Source data
·····
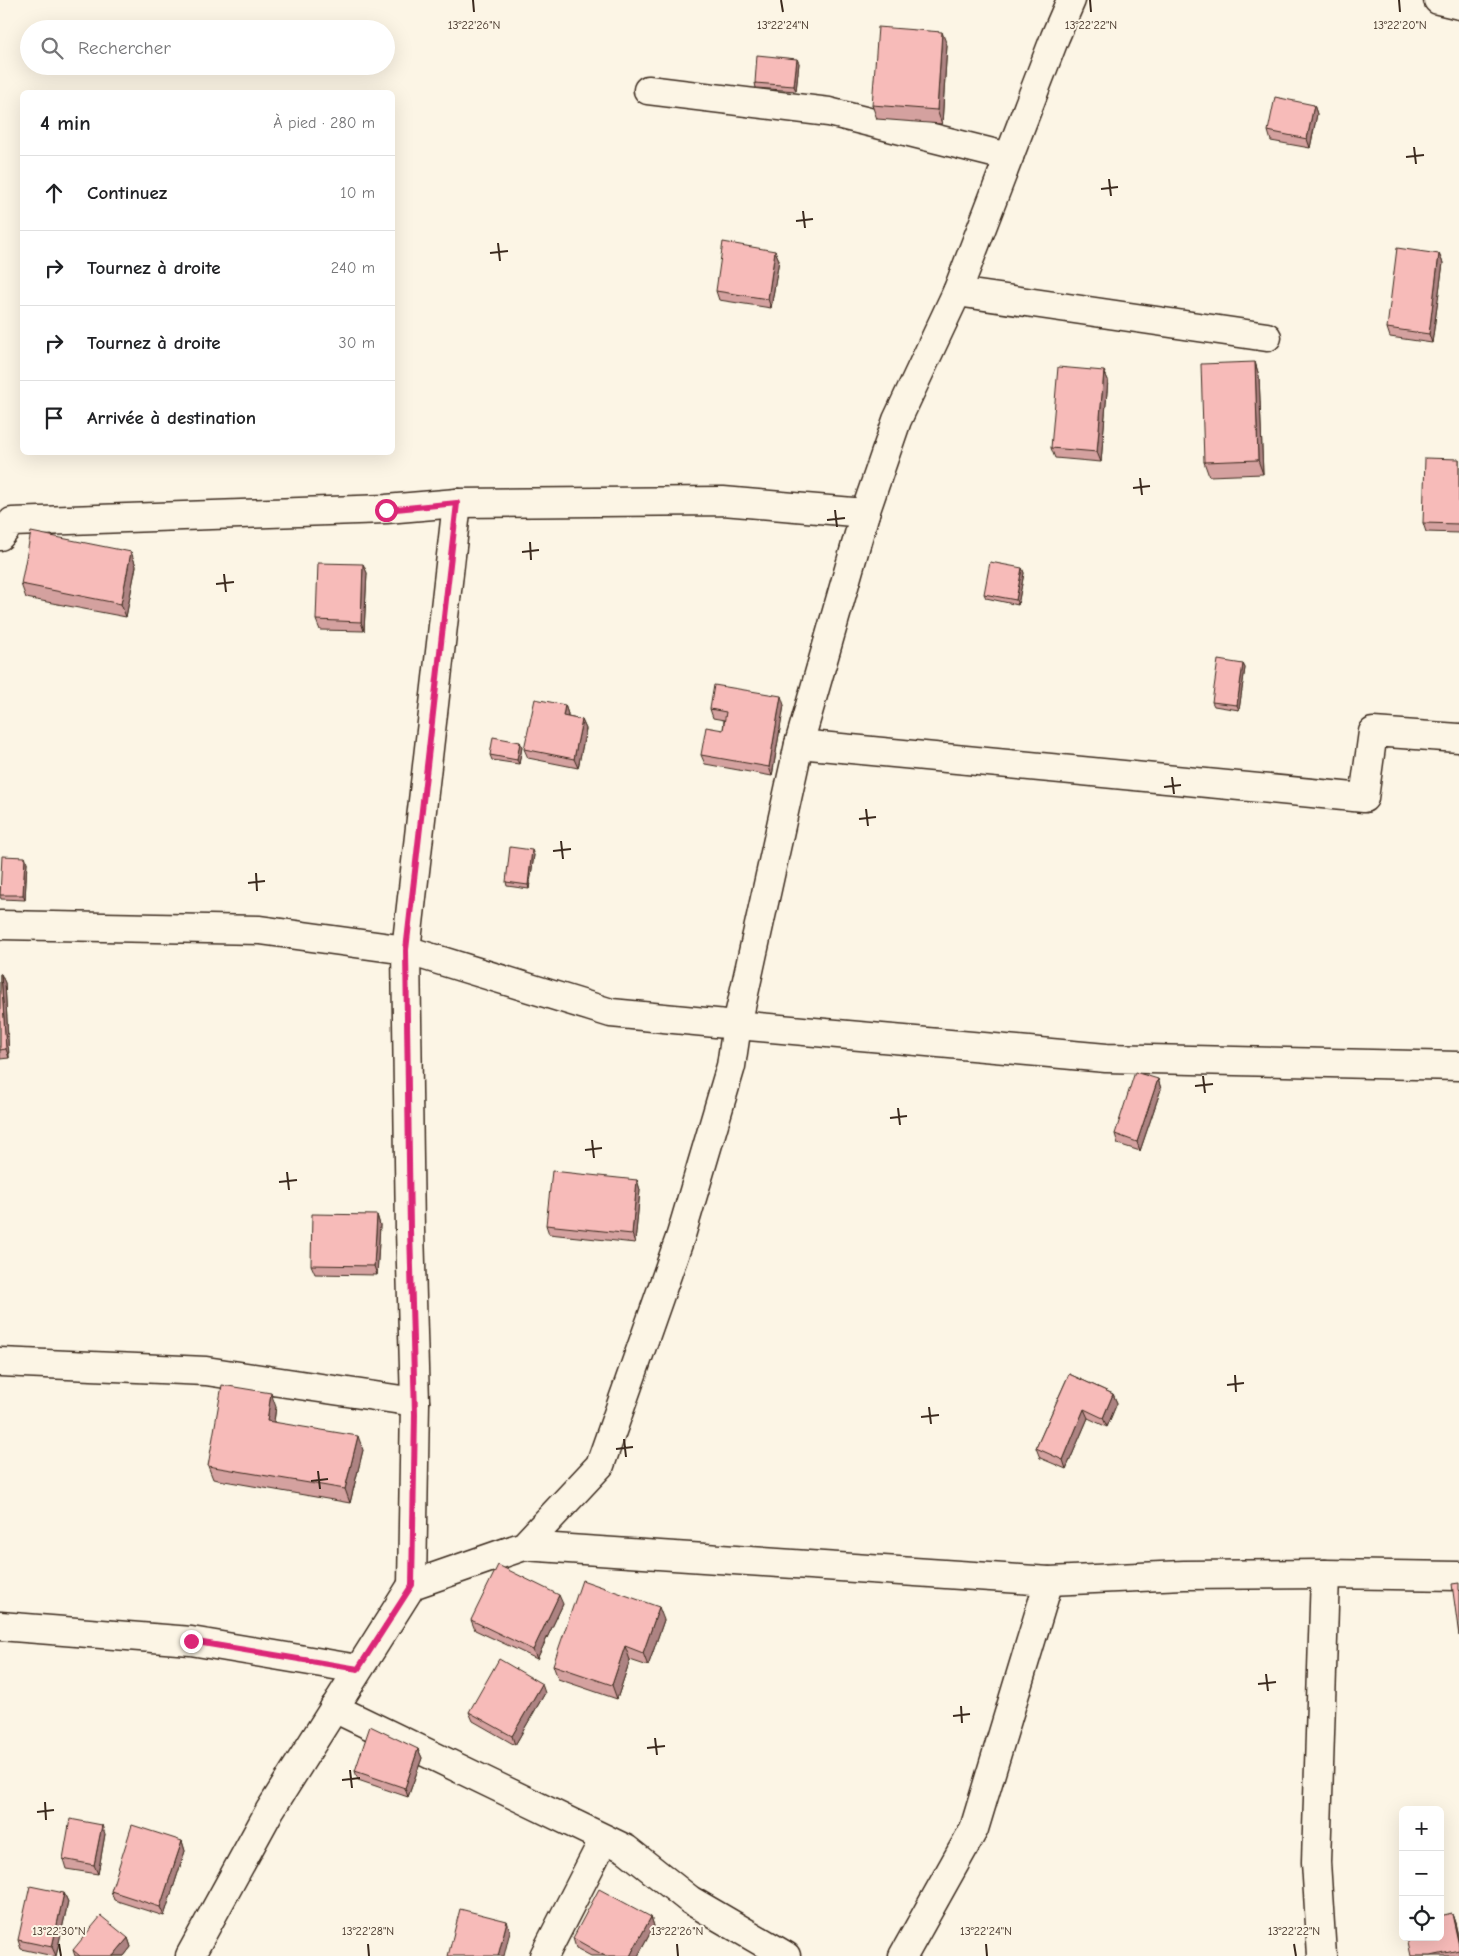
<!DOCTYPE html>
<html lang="fr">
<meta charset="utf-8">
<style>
body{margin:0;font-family:"Comic Neue",sans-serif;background:#f6f6f6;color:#202124}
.controls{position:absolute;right:15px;bottom:15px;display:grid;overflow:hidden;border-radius:8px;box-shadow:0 5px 20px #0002}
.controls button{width:45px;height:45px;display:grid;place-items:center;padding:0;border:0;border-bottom:1px solid #e0e0e0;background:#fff;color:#202124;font:25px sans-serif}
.stop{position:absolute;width:15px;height:15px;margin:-11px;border:4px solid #db2777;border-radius:50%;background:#fff}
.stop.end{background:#db2777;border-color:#fff;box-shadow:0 1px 5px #0008}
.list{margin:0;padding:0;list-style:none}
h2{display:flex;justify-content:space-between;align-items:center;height:65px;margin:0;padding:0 20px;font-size:21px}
h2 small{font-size:16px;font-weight:400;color:#757577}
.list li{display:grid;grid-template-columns:32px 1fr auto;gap:15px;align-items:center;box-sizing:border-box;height:75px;padding:0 20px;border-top:1px solid #e0e0e0}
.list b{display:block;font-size:19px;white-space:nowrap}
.list em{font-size:16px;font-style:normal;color:#757577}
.icon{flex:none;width:28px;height:28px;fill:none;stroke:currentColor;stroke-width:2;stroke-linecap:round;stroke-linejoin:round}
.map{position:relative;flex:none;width:1459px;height:1956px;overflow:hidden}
.search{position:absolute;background:#fff;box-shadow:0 5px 20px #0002;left:20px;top:20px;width:375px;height:55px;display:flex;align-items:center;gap:12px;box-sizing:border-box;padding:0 18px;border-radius:28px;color:#757577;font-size:19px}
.panel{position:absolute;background:#fff;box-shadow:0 5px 20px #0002;left:20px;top:90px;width:375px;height:365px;border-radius:8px}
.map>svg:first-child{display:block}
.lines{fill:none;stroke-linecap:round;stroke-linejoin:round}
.street-casing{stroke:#3b2a1e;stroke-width:31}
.street{stroke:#fcf5e5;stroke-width:28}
.wall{fill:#d4a19f;stroke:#3b2a1e}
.shaded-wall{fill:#ad8382;stroke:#3b2a1e}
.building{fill:#f7bbb9;stroke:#3b2a1e}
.route{stroke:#db2777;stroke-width:6}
.ticks{fill:none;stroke:#3b2a1e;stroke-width:2}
.ticks-label{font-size:12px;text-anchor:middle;fill:#3b2a1e;stroke:#fcf5e5;stroke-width:4;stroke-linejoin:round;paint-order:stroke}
</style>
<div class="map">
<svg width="1459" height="1956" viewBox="0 0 1459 1956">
<rect width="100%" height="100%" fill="#fcf5e5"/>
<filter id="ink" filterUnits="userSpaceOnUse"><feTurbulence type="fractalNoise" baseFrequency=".02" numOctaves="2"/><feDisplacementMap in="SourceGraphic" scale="10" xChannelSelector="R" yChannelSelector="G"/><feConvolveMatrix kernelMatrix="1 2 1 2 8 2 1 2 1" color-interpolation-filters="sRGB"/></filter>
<g filter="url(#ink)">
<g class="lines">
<!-- street casing -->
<g class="street-casing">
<g id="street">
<path d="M1438,0L1459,5"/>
<path d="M648,90L829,112L1009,157"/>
<path d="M957,292L1267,337"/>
<path d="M0,536L12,522L386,509L457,503L723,501L865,513"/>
<path d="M799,744L1364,798L1373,732L1459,738"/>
<path d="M0,925L260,930L406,950L611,1013L737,1025L1106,1058L1459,1066"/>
<path d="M0,1362L206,1371L415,1402"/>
<path d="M524,1546L1049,1581L1184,1575L1325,1574L1459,1576"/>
<path d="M412,1585L415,1402L410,1230L406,950L457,503"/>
<path d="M0,1626L191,1641L358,1669"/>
<path d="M334,1708L626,1849L690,1900L786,1956"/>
<path d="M190,1956L270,1810L412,1585L524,1546L600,1465L681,1235L731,1066L737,1025L799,744L865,513L897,420L957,292L1055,37L1071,0"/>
<path d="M544,1956L604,1839"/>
<path d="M903,1956L974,1829L1049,1581"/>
<path d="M1322,1956L1316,1862L1325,1574"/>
</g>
</g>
<!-- street -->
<use href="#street" class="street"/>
</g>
<!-- wall -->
<g class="wall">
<path d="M947,45L942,124L877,119L872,105Z"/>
<path d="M799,63L796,91L756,88L755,83Z"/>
<path d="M1314,105L1317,114L1310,148L1271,141L1268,131Z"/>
<path d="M775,251L779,260L771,308L719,300L716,291Z"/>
<path d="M1439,254L1443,263L1432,343L1390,337L1387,328Z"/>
<path d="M1255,362L1259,376L1263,474L1209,476L1204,462Z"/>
<path d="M1104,371L1108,380L1101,462L1055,458L1051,448Z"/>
<path d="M1459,459V533L1426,532L1423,523Z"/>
<path d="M131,552L136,566L126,617L26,598L21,584Z"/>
<path d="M363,564L367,573L364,631L320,630L316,620Z"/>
<path d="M1022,568L1024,573L1018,605L986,598L984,594Z"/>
<path d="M1243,664L1245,668L1239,710L1214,706L1212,702Z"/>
<path d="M565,705L568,714V717L582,720L586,729L578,768L528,758L524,749Z"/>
<path d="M784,705L772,776L705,764L701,755L723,730L724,720L713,718L710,709Z"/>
<path d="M520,742L522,747L519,764L492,760L490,755Z"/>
<path d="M534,855L529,889L507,886L506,882Z"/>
<path d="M27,862L25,900L1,899L0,896V887Z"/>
<path d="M0,974H1L5,983L9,1058L0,1059Z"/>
<path d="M1158,1079L1161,1089L1140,1151L1118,1144L1115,1134Z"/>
<path d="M637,1180L640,1190L635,1243L549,1234L546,1225Z"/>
<path d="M377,1215L380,1225L377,1275L315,1274L311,1265Z"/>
<path d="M1069,1374L1113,1394L1117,1403L1107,1427L1088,1418L1066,1469L1040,1458L1036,1448Z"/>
<path d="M276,1407L274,1422L363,1450L350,1503L213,1479L208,1466Z"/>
<path d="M563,1604L537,1659L475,1630L471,1620Z"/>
<path d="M664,1620L648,1666L630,1660L617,1699L558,1679L553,1665Z"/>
<path d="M545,1693L515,1745L473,1721L469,1712Z"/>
<path d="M418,1749L422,1758L408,1797L358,1780L355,1771Z"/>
<path d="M105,1834L98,1874L66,1869L63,1859Z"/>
<path d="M182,1841L185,1851L164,1916L114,1900L111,1891Z"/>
<path d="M64,1893L68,1902L56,1956H53L21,1949L18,1940Z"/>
<path d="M1452,1914L1455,1923L1459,1940V1956H1411Z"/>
<path d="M651,1917L654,1926L638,1956H591L576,1948L573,1938Z"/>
<path d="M128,1938L131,1947L124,1956H75L73,1950Z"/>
</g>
<!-- shaded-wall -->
<g class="shaded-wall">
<path d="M942,32L947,45L942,124L937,110Z"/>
<path d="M797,59L799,63L796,91L794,86Z"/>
<path d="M1314,105L1317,114L1310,148L1307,139Z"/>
<path d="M775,251L779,260L771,308L768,299Z"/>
<path d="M1439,254L1443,263L1432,343L1429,334Z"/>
<path d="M1255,362L1259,376L1263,474L1258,460Z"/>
<path d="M1104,371L1108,380L1101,462L1097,452Z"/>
<path d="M131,552L136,566L126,617L121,604Z"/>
<path d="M363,564L367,573L364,631L361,622Z"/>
<path d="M1022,568L1024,573L1018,605L1016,600Z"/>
<path d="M1243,664L1245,668L1239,710L1237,705Z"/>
<path d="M781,696L784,705L772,776L769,767Z"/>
<path d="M565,705L568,714L566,726L563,716Z"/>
<path d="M582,720L586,729L578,768L574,759Z"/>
<path d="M520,742L522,747L519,764L517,760Z"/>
<path d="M532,850L534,855L529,889L528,885Z"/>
<path d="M25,857L27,862L25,900L23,895Z"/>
<path d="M1,974L5,983L9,1058L6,1049Z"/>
<path d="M1158,1079L1161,1089L1140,1151L1137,1142Z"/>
<path d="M637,1180L640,1190L635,1243L632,1234Z"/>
<path d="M377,1215L380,1225L377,1275L374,1266Z"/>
<path d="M271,1393L276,1407L272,1435L267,1421Z"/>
<path d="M1113,1394L1117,1403L1107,1427L1103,1418Z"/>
<path d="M1084,1409L1088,1418L1066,1469L1063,1460Z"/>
<path d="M358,1436L363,1450L350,1503L345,1489Z"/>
<path d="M559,1595L563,1604L537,1659L533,1650Z"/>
<path d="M659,1607L664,1620L648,1666L643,1653Z"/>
<path d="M625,1646L630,1660L617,1699L612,1685Z"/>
<path d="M542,1684L545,1693L515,1745L512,1736Z"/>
<path d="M418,1749L422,1758L408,1797L405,1788Z"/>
<path d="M102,1825L105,1834L98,1874L94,1865Z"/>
<path d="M182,1841L185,1851L164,1916L160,1907Z"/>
<path d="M64,1893L68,1902L56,1956L52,1947Z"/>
<path d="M1452,1914L1455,1923L1459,1940V1946Z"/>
<path d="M651,1917L654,1926L638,1956H630Z"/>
<path d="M507,1921L510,1931L504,1956H498Z"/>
<path d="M128,1938L131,1947L124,1956H113Z"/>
</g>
<!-- building -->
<g class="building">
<path d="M878,27L942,32L937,110L872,105Z"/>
<path d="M757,55L797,59L794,86L755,83Z"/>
<path d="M1275,97L1314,105L1307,139L1268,131Z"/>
<path d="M723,242L775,251L768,299L716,291Z"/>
<path d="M1397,248L1439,254L1429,334L1387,328Z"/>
<path d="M1255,362L1258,460L1204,462L1201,364Z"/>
<path d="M1058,367L1104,371L1097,452L1051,448Z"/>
<path d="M1425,458L1459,459V524L1423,523Z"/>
<path d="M31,532L131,552L121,604L21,584Z"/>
<path d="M990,562L1022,568L1016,600L984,594Z"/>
<path d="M318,563L363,564L361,622L316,620Z"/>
<path d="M1218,660L1243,664L1237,705L1212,702Z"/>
<path d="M714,685L781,696L769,767L701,755L706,727L723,730L726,712L710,709Z"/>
<path d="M535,699L565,705L563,716L582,720L574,759L524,749Z"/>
<path d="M493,737L520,742L517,760L490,755Z"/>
<path d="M510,847L532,850L528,885L506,882Z"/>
<path d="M2,856L25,857L23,895H0Z"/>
<path d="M0,974H1L6,1049L0,1050Z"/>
<path d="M1135,1072L1158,1079L1137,1142L1115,1134Z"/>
<path d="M552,1171L637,1180L632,1234L546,1225Z"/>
<path d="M312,1214L377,1215L374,1266L311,1265Z"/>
<path d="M1069,1374L1113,1394L1103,1418L1084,1409L1063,1460L1036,1448Z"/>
<path d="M222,1385L271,1393L267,1421L358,1436L345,1489L208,1466Z"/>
<path d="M498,1565L559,1595L533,1650L471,1620Z"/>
<path d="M582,1580L659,1607L643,1653L625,1646L612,1685L553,1665Z"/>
<path d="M1459,1583V1636L1452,1584Z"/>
<path d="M499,1659L542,1684L512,1736L469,1712Z"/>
<path d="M370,1726L418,1749L405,1788L355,1771Z"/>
<path d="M70,1819L102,1825L94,1865L63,1859Z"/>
<path d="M132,1825L182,1841L160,1907L111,1891Z"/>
<path d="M30,1886L64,1893L52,1947L18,1940Z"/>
<path d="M599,1889L651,1917L630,1956H605L573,1938Z"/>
<path d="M460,1909L507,1921L498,1956H448Z"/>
<path d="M1452,1914L1459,1946V1950L1431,1956H1411L1407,1937H1440V1917Z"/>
<path d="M101,1916L128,1938L113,1956H80L73,1950Z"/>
</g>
</g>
<g class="lines" filter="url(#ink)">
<!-- route -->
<path class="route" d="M191,1641L358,1669L412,1585L415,1414L410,1230L406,950L457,503L386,510"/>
</g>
<!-- ticks -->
<path class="ticks" d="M473,0L474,12M781,0L783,12M1090,0L1091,12M1399,0L1400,12M1414,147L1416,164M1406,157L1424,155M1109,179L1111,196M1101,189L1118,187M803,211L805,228M796,221L813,219M498,243L500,261M490,253L508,251M1140,478L1142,495M1133,488L1150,486M835,510L837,527M827,520L845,518M530,542L531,560M522,552L539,550M224,574L226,592M216,584L234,582M1172,777L1174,794M1164,787L1181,785M866,809L868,826M859,819L876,817M561,841L563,859M553,851L571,849M256,873L257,891M248,883L265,881M1203,1076L1205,1093M1195,1086L1213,1084M898,1108L900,1125M890,1118L907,1116M592,1140L594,1158M585,1150L602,1148M287,1172L289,1190M279,1182L297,1180M1235,1375L1236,1392M1227,1385L1244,1383M929,1407L931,1424M921,1417L939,1415M624,1439L626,1457M616,1449L633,1447M318,1471L320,1489M311,1481L328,1479M1266,1674L1268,1691M1258,1684L1276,1682M961,1706L962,1723M953,1716L970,1714M655,1738L657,1755M647,1748L665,1746M350,1770L352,1788M342,1780L360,1778M45,1802L46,1820M37,1812L54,1810M59,1944L61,1956M368,1944L369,1956M677,1944L678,1956M986,1944L987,1956M1294,1944L1296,1956"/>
<g class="ticks-label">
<text x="474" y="29">13°22'26"N</text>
<text x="783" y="29">13°22'24"N</text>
<text x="1091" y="29">13°22'22"N</text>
<text x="1400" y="29">13°22'20"N</text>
<text x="59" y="1935">13°22'30"N</text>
<text x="368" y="1935">13°22'28"N</text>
<text x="677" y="1935">13°22'26"N</text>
<text x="986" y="1935">13°22'24"N</text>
<text x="1294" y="1935">13°22'22"N</text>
</g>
</svg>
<div class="controls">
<button>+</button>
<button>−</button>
<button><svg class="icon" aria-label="locate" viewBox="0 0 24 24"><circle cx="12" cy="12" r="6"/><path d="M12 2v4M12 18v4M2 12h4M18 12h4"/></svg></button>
</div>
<div class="stop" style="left:386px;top:510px"></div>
<div class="stop end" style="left:191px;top:1641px"></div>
<div class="search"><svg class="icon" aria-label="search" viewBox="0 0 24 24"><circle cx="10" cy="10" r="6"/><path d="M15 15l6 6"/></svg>Rechercher</div>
<section class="panel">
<h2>4 min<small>À pied · 280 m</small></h2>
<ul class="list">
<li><svg class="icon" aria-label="ahead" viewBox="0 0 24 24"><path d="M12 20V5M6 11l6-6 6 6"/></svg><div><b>Continuez</b></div><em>10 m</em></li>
<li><svg class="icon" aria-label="right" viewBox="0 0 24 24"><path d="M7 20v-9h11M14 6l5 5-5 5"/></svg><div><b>Tournez à droite</b></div><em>240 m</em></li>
<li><svg class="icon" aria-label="right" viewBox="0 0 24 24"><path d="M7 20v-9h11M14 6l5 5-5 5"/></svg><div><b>Tournez à droite</b></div><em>30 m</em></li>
<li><svg class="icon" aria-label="arrive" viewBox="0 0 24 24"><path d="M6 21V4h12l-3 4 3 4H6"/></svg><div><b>Arrivée à destination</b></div></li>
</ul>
</section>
</div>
·····
Exercise objective
Lines that hold the word "bottom" are the ones to copy from the entries above.

Completed exercise
.controls{position:absolute;right:15px;bottom:15px;display:grid;overflow:hidden;border-radius:8px;box-shadow:0 5px 20px #0002}
.controls button{width:45px;height:45px;display:grid;place-items:center;padding:0;border:0;border-bottom:1px solid #e0e0e0;background:#fff;color:#202124;font:25px sans-serif}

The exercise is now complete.